Julia Child didn't start cooking until she was 39, but no other chef influenced late-20th-century American cooking more than she did. Forty-five years after the debut of her groundbreaking PBS show, The French Chef, this panel will discuss the profound effects of her books, television shows, and entertaining and accessible persona on our cuisine and culture.
Judith Jones was Julia Child's editor at Knopf and author of The Tenth Muse: My Life in Food.
Molly O'Neill is the food columnist for the New York Times Sunday Magazine and a reporter for the "Style" section of the New York Times.
She grew up in Columbus, Ohio as the oldest child, and only daughter, of five children. For ten years she worked as a chef and studied cooking at La Verenne in Paris.
Twelve years ago she began writing for a living, first as a columnist at Boston Magazine, then at Food and Wine Magazine. In 1984, she became the restaurant critic for New York Newsday and moved to the New York Times in 1989.
She has been nominated for Pulitzer Prize two times. Her first book, The New York Cookbook, won both the Julia Child/IACP and James Beard Awards.
Joan Reardon is the author of M.F.K. Fisher, Julia Child, and Alice Waters: Celebrating the Pleasures of the Table.
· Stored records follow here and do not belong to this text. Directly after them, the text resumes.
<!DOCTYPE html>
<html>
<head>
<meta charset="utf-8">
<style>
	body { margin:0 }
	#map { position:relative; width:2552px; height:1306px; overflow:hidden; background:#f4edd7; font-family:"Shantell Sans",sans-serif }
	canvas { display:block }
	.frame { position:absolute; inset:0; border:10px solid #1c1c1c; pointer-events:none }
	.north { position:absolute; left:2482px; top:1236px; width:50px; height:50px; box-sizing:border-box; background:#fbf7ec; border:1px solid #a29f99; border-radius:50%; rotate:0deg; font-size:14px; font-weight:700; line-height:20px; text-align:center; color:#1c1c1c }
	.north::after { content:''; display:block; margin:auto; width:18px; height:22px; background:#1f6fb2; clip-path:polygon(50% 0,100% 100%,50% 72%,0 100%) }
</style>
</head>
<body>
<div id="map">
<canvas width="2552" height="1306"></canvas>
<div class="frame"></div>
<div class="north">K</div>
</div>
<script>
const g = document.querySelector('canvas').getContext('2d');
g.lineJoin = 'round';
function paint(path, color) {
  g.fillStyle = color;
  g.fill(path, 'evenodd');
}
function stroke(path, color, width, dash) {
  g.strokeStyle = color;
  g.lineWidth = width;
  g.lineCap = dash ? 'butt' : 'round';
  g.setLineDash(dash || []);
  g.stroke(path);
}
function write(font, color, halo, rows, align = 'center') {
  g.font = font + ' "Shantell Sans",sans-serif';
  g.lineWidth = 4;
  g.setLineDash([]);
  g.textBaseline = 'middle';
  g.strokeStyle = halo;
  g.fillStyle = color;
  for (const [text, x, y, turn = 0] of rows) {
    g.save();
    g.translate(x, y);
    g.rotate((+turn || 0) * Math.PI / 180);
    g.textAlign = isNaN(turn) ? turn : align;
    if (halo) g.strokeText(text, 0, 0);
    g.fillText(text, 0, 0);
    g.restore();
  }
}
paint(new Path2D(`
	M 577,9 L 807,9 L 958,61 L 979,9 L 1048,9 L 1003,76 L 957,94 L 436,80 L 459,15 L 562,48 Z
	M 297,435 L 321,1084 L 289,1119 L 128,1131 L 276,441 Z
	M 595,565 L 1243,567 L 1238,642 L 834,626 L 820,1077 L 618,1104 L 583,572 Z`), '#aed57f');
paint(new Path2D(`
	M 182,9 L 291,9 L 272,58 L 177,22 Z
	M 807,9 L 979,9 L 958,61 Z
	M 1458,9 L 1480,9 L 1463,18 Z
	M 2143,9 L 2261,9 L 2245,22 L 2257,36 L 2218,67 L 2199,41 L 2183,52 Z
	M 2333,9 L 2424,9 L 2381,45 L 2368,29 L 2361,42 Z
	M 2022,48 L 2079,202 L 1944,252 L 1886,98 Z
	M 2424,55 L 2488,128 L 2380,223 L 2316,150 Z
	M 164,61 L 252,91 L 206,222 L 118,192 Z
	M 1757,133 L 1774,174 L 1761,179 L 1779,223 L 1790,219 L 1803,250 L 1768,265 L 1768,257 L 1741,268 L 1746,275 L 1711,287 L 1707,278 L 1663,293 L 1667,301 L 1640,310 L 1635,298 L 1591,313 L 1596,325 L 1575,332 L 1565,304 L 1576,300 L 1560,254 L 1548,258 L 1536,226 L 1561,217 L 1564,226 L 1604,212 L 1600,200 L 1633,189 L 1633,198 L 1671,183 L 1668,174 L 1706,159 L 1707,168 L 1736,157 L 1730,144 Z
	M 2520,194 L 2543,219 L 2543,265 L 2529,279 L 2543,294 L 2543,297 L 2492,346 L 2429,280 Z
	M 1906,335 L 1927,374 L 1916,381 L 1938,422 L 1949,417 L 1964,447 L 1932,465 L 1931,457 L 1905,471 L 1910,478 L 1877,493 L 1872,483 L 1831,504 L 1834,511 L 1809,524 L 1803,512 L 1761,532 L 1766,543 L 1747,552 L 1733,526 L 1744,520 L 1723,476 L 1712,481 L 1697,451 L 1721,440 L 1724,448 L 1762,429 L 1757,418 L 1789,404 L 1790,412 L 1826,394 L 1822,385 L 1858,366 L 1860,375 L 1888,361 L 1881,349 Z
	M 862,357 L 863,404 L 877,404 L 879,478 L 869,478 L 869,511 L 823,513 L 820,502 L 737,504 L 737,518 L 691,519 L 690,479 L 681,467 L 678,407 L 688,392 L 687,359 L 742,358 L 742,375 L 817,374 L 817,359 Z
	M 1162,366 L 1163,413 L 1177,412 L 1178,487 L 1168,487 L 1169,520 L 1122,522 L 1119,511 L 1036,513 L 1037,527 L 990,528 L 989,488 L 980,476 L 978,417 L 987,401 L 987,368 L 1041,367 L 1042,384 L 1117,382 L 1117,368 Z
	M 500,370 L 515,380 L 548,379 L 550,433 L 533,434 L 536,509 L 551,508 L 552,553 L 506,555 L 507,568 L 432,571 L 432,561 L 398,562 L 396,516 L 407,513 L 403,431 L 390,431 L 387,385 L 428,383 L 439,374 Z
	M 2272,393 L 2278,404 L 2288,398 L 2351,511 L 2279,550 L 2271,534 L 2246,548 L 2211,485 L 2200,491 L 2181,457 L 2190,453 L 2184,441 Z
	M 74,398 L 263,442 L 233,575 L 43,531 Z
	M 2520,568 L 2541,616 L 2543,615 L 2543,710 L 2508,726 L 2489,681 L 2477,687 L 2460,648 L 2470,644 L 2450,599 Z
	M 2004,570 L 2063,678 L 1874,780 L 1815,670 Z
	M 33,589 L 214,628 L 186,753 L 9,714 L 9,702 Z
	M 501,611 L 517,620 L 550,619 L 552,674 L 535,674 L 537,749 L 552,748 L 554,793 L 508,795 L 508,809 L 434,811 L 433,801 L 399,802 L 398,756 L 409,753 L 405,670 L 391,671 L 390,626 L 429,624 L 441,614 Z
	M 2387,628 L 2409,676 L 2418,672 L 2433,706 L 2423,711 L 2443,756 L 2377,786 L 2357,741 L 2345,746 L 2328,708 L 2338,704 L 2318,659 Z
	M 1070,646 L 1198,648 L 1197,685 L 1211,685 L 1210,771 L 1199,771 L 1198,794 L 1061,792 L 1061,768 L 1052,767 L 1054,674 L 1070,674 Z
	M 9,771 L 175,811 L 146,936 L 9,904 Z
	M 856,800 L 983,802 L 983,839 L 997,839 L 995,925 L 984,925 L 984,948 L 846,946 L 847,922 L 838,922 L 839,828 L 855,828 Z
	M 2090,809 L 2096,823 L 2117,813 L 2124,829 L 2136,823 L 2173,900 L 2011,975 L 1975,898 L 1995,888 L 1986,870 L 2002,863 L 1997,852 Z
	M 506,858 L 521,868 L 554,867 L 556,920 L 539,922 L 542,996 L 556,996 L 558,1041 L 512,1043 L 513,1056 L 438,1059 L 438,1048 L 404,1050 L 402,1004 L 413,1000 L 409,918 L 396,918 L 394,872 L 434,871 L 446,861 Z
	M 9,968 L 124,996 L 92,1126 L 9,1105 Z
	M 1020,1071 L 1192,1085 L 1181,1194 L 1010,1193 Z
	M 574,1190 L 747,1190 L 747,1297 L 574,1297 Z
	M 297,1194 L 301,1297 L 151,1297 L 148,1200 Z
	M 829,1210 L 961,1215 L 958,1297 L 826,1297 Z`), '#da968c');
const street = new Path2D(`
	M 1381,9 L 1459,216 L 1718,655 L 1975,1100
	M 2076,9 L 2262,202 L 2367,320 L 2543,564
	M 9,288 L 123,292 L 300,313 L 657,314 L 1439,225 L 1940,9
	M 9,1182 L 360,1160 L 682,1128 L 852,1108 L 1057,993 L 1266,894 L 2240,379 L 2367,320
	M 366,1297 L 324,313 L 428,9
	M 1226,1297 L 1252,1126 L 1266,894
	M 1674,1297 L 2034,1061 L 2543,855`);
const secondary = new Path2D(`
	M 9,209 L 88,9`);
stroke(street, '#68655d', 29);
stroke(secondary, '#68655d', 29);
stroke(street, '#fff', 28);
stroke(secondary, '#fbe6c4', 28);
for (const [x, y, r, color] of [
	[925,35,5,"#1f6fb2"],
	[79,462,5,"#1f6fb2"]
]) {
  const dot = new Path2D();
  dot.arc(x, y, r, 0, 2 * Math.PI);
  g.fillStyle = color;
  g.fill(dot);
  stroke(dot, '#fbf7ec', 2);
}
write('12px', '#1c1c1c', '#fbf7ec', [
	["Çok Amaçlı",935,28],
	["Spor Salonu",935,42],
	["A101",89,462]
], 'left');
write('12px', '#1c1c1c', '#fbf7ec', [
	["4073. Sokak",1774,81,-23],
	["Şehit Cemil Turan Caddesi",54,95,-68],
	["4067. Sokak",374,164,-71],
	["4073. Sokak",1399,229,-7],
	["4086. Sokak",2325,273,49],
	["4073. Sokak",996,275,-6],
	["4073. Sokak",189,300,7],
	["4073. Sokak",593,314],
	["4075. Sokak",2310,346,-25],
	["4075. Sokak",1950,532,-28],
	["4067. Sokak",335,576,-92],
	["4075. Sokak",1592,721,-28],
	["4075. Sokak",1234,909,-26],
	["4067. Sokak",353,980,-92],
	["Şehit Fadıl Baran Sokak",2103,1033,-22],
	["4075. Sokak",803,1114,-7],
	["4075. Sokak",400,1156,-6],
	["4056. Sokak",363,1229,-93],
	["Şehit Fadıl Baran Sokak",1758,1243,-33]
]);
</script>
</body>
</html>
Laura Shapiro is the author of the biography of Julia Child.
Andrew F. Smith
Andrew Smith is a writer and lecturer on food and culinary history. He serves as the general editor for the University of Illinois Press Food Series, and is past Chair of The Culinary Trust, the philanthropic partner of the International Association of Culinary Professionals (IACP).
He also teaches Culinary History at the New School in Manhattan.
Joan Reardon contrasts a 1950s Vogue recipe for a French supper -- which called for canned oysters, Jell-o concentrate, and frozen strawberries -- to Julia Child's fresh take on authentic French cuisine.
Reardon states that Child revolutionized the world of American cooking by incorporating fresh ingredients and complex technique, which produces as delicious a dish today as it did fifty years ago.
Judith Jones, author, editor, and an early champion of Julia Child's "Mastering the Art of French Cooking", reflects on what it was that endeared Child to the American public. She discusses Child's first television appearance, and argues that her personality and attitude towards food "lifted that puritan repression" that had surrounded cooking.